Print out every line of the listing below without alteration.
(DATA EXTRACTS)
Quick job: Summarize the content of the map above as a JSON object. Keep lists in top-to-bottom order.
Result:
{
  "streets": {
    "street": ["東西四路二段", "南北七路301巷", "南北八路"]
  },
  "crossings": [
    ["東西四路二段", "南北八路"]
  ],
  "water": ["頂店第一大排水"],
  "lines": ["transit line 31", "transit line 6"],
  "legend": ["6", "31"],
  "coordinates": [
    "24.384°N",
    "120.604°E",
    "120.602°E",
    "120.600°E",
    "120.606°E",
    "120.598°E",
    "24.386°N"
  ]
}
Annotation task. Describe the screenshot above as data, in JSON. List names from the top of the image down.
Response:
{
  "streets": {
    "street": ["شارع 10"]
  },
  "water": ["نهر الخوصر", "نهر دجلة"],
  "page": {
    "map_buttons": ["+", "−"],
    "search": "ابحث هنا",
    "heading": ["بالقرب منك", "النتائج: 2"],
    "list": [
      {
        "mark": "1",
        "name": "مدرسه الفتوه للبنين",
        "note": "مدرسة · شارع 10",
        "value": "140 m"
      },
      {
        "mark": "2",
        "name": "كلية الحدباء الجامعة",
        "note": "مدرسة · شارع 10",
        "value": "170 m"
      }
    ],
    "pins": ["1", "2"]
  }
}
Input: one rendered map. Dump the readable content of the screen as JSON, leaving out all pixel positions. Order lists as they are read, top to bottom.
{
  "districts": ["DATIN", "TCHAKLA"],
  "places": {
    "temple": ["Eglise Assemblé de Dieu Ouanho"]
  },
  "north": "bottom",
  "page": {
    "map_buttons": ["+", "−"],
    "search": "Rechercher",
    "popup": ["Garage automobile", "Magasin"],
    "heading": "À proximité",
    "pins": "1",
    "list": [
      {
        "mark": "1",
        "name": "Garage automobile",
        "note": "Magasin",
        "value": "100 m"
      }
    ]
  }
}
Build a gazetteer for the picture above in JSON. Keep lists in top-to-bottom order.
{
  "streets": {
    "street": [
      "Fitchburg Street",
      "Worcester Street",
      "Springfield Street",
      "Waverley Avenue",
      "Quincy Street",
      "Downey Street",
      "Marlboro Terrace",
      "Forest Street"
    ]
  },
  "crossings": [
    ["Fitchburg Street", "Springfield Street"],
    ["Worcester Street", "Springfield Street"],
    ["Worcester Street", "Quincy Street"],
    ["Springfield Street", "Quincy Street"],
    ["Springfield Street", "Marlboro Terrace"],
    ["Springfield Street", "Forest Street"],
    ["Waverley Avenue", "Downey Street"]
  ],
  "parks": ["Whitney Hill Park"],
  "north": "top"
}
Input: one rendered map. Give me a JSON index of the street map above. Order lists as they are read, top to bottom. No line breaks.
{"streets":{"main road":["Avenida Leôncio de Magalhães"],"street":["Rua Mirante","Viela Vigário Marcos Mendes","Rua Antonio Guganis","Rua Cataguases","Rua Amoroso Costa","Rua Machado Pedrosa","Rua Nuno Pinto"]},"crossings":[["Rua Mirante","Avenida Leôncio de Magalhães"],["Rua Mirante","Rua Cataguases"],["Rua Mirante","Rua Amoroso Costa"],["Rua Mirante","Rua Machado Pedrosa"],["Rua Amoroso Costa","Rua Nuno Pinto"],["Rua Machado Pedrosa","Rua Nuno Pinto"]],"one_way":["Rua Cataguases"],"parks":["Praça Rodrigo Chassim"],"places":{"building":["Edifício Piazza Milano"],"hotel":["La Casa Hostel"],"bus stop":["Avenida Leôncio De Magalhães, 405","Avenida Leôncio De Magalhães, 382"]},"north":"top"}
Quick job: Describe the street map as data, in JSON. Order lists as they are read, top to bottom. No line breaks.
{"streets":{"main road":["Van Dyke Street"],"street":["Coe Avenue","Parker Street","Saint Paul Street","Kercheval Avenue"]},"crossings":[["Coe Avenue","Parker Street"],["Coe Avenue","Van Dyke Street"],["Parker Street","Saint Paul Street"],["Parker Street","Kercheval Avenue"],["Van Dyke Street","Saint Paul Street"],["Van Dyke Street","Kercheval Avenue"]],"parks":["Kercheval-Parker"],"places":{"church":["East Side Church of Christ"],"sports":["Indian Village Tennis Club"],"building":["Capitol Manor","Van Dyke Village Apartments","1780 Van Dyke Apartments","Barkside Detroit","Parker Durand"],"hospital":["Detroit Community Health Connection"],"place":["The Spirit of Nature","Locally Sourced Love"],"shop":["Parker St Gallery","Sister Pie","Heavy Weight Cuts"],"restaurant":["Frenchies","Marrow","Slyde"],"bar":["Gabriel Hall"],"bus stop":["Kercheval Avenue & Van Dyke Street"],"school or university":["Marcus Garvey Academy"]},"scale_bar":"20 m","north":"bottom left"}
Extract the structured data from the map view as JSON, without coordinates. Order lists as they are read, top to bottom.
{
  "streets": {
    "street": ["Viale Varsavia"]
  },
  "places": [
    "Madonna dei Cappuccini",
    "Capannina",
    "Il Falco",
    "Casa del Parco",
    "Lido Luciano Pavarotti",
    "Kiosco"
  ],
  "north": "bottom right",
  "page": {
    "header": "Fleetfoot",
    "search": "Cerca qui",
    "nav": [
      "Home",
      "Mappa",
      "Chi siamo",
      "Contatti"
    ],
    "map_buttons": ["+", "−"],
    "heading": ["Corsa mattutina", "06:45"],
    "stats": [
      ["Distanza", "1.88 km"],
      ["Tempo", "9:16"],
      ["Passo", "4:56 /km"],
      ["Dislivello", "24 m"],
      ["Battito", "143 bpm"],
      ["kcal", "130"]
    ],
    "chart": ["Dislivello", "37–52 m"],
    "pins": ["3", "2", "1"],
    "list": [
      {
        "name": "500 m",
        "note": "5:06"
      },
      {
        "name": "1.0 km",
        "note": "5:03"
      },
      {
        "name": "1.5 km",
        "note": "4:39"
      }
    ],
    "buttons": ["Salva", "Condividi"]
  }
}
(End DATA EXTRACTS)
THE COMPLETED TASK:
Quick job: Summarize the content of the map above as a JSON object. Keep lists in top-to-bottom order.
Result:
{
  "streets": {
    "street": ["東西四路二段", "南北七路301巷", "南北八路"]
  },
  "crossings": [
    ["東西四路二段", "南北八路"]
  ],
  "water": ["頂店第一大排水"],
  "lines": ["transit line 31", "transit line 6"],
  "legend": ["6", "31"],
  "coordinates": [
    "24.384°N",
    "120.604°E",
    "120.602°E",
    "120.600°E",
    "120.606°E",
    "120.598°E",
    "24.386°N"
  ]
}
Annotation task. Describe the screenshot above as data, in JSON. List names from the top of the image down.
Response:
{
  "streets": {
    "street": ["شارع 10"]
  },
  "water": ["نهر الخوصر", "نهر دجلة"],
  "page": {
    "map_buttons": ["+", "−"],
    "search": "ابحث هنا",
    "heading": ["بالقرب منك", "النتائج: 2"],
    "list": [
      {
        "mark": "1",
        "name": "مدرسه الفتوه للبنين",
        "note": "مدرسة · شارع 10",
        "value": "140 m"
      },
      {
        "mark": "2",
        "name": "كلية الحدباء الجامعة",
        "note": "مدرسة · شارع 10",
        "value": "170 m"
      }
    ],
    "pins": ["1", "2"]
  }
}
Input: one rendered map. Dump the readable content of the screen as JSON, leaving out all pixel positions. Order lists as they are read, top to bottom.
{
  "districts": ["DATIN", "TCHAKLA"],
  "places": {
    "temple": ["Eglise Assemblé de Dieu Ouanho"]
  },
  "north": "bottom",
  "page": {
    "map_buttons": ["+", "−"],
    "search": "Rechercher",
    "popup": ["Garage automobile", "Magasin"],
    "heading": "À proximité",
    "pins": "1",
    "list": [
      {
        "mark": "1",
        "name": "Garage automobile",
        "note": "Magasin",
        "value": "100 m"
      }
    ]
  }
}
Build a gazetteer for the picture above in JSON. Keep lists in top-to-bottom order.
{
  "streets": {
    "street": [
      "Fitchburg Street",
      "Worcester Street",
      "Springfield Street",
      "Waverley Avenue",
      "Quincy Street",
      "Downey Street",
      "Marlboro Terrace",
      "Forest Street"
    ]
  },
  "crossings": [
    ["Fitchburg Street", "Springfield Street"],
    ["Worcester Street", "Springfield Street"],
    ["Worcester Street", "Quincy Street"],
    ["Springfield Street", "Quincy Street"],
    ["Springfield Street", "Marlboro Terrace"],
    ["Springfield Street", "Forest Street"],
    ["Waverley Avenue", "Downey Street"]
  ],
  "parks": ["Whitney Hill Park"],
  "north": "top"
}
Input: one rendered map. Give me a JSON index of the street map above. Order lists as they are read, top to bottom. No line breaks.
{"streets":{"main road":["Avenida Leôncio de Magalhães"],"street":["Rua Mirante","Viela Vigário Marcos Mendes","Rua Antonio Guganis","Rua Cataguases","Rua Amoroso Costa","Rua Machado Pedrosa","Rua Nuno Pinto"]},"crossings":[["Rua Mirante","Avenida Leôncio de Magalhães"],["Rua Mirante","Rua Cataguases"],["Rua Mirante","Rua Amoroso Costa"],["Rua Mirante","Rua Machado Pedrosa"],["Rua Amoroso Costa","Rua Nuno Pinto"],["Rua Machado Pedrosa","Rua Nuno Pinto"]],"one_way":["Rua Cataguases"],"parks":["Praça Rodrigo Chassim"],"places":{"building":["Edifício Piazza Milano"],"hotel":["La Casa Hostel"],"bus stop":["Avenida Leôncio De Magalhães, 405","Avenida Leôncio De Magalhães, 382"]},"north":"top"}
Quick job: Describe the street map as data, in JSON. Order lists as they are read, top to bottom. No line breaks.
{"streets":{"main road":["Van Dyke Street"],"street":["Coe Avenue","Parker Street","Saint Paul Street","Kercheval Avenue"]},"crossings":[["Coe Avenue","Parker Street"],["Coe Avenue","Van Dyke Street"],["Parker Street","Saint Paul Street"],["Parker Street","Kercheval Avenue"],["Van Dyke Street","Saint Paul Street"],["Van Dyke Street","Kercheval Avenue"]],"parks":["Kercheval-Parker"],"places":{"church":["East Side Church of Christ"],"sports":["Indian Village Tennis Club"],"building":["Capitol Manor","Van Dyke Village Apartments","1780 Van Dyke Apartments","Barkside Detroit","Parker Durand"],"hospital":["Detroit Community Health Connection"],"place":["The Spirit of Nature","Locally Sourced Love"],"shop":["Parker St Gallery","Sister Pie","Heavy Weight Cuts"],"restaurant":["Frenchies","Marrow","Slyde"],"bar":["Gabriel Hall"],"bus stop":["Kercheval Avenue & Van Dyke Street"],"school or university":["Marcus Garvey Academy"]},"scale_bar":"20 m","north":"bottom left"}
Extract the structured data from the map view as JSON, without coordinates. Order lists as they are read, top to bottom.
{
  "streets": {
    "street": ["Viale Varsavia"]
  },
  "places": [
    "Madonna dei Cappuccini",
    "Capannina",
    "Il Falco",
    "Casa del Parco",
    "Lido Luciano Pavarotti",
    "Kiosco"
  ],
  "north": "bottom right",
  "page": {
    "header": "Fleetfoot",
    "search": "Cerca qui",
    "nav": [
      "Home",
      "Mappa",
      "Chi siamo",
      "Contatti"
    ],
    "map_buttons": ["+", "−"],
    "heading": ["Corsa mattutina", "06:45"],
    "stats": [
      ["Distanza", "1.88 km"],
      ["Tempo", "9:16"],
      ["Passo", "4:56 /km"],
      ["Dislivello", "24 m"],
      ["Battito", "143 bpm"],
      ["kcal", "130"]
    ],
    "chart": ["Dislivello", "37–52 m"],
    "pins": ["3", "2", "1"],
    "list": [
      {
        "name": "500 m",
        "note": "5:06"
      },
      {
        "name": "1.0 km",
        "note": "5:03"
      },
      {
        "name": "1.5 km",
        "note": "4:39"
      }
    ],
    "buttons": ["Salva", "Condividi"]
  }
}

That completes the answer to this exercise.